▸ Given entries:

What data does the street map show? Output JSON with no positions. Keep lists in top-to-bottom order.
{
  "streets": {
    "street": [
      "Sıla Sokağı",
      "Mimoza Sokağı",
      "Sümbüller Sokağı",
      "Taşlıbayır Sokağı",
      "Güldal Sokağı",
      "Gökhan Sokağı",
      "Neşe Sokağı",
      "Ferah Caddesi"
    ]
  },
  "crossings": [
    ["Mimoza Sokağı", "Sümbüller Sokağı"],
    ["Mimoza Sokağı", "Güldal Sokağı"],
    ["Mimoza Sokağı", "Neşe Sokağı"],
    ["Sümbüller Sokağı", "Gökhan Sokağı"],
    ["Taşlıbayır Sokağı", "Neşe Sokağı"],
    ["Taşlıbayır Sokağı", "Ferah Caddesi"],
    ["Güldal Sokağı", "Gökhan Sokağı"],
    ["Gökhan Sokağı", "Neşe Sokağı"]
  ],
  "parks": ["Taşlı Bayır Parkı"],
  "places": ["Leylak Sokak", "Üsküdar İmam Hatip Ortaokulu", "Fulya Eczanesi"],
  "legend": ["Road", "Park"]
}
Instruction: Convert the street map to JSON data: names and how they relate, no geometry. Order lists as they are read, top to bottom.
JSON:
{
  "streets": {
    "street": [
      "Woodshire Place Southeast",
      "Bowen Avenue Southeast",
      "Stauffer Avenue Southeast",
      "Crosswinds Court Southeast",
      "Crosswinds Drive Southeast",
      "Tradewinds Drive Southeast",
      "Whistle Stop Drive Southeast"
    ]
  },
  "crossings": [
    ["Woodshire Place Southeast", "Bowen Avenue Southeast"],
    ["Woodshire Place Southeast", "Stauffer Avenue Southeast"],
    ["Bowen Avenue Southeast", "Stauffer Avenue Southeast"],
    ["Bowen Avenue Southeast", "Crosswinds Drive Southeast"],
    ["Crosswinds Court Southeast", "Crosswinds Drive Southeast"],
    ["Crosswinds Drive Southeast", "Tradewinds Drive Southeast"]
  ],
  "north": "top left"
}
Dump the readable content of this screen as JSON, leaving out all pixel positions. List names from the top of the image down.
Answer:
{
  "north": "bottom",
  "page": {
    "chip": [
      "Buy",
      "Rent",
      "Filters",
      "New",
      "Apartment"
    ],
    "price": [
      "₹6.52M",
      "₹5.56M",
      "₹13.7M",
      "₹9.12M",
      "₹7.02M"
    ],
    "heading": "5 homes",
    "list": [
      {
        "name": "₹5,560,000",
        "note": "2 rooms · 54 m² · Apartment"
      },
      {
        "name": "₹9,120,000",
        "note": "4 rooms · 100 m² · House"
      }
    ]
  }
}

▸ What you should do: For this task, write out exactly the lines of the entries above, starting at the line with "Instruction: Convert the" and ending at the line with "Dump the readable", both included, and no others.

▸ Task answer:
Instruction: Convert the street map to JSON data: names and how they relate, no geometry. Order lists as they are read, top to bottom.
JSON:
{
  "streets": {
    "street": [
      "Woodshire Place Southeast",
      "Bowen Avenue Southeast",
      "Stauffer Avenue Southeast",
      "Crosswinds Court Southeast",
      "Crosswinds Drive Southeast",
      "Tradewinds Drive Southeast",
      "Whistle Stop Drive Southeast"
    ]
  },
  "crossings": [
    ["Woodshire Place Southeast", "Bowen Avenue Southeast"],
    ["Woodshire Place Southeast", "Stauffer Avenue Southeast"],
    ["Bowen Avenue Southeast", "Stauffer Avenue Southeast"],
    ["Bowen Avenue Southeast", "Crosswinds Drive Southeast"],
    ["Crosswinds Court Southeast", "Crosswinds Drive Southeast"],
    ["Crosswinds Drive Southeast", "Tradewinds Drive Southeast"]
  ],
  "north": "top left"
}
Dump the readable content of this screen as JSON, leaving out all pixel positions. List names from the top of the image down.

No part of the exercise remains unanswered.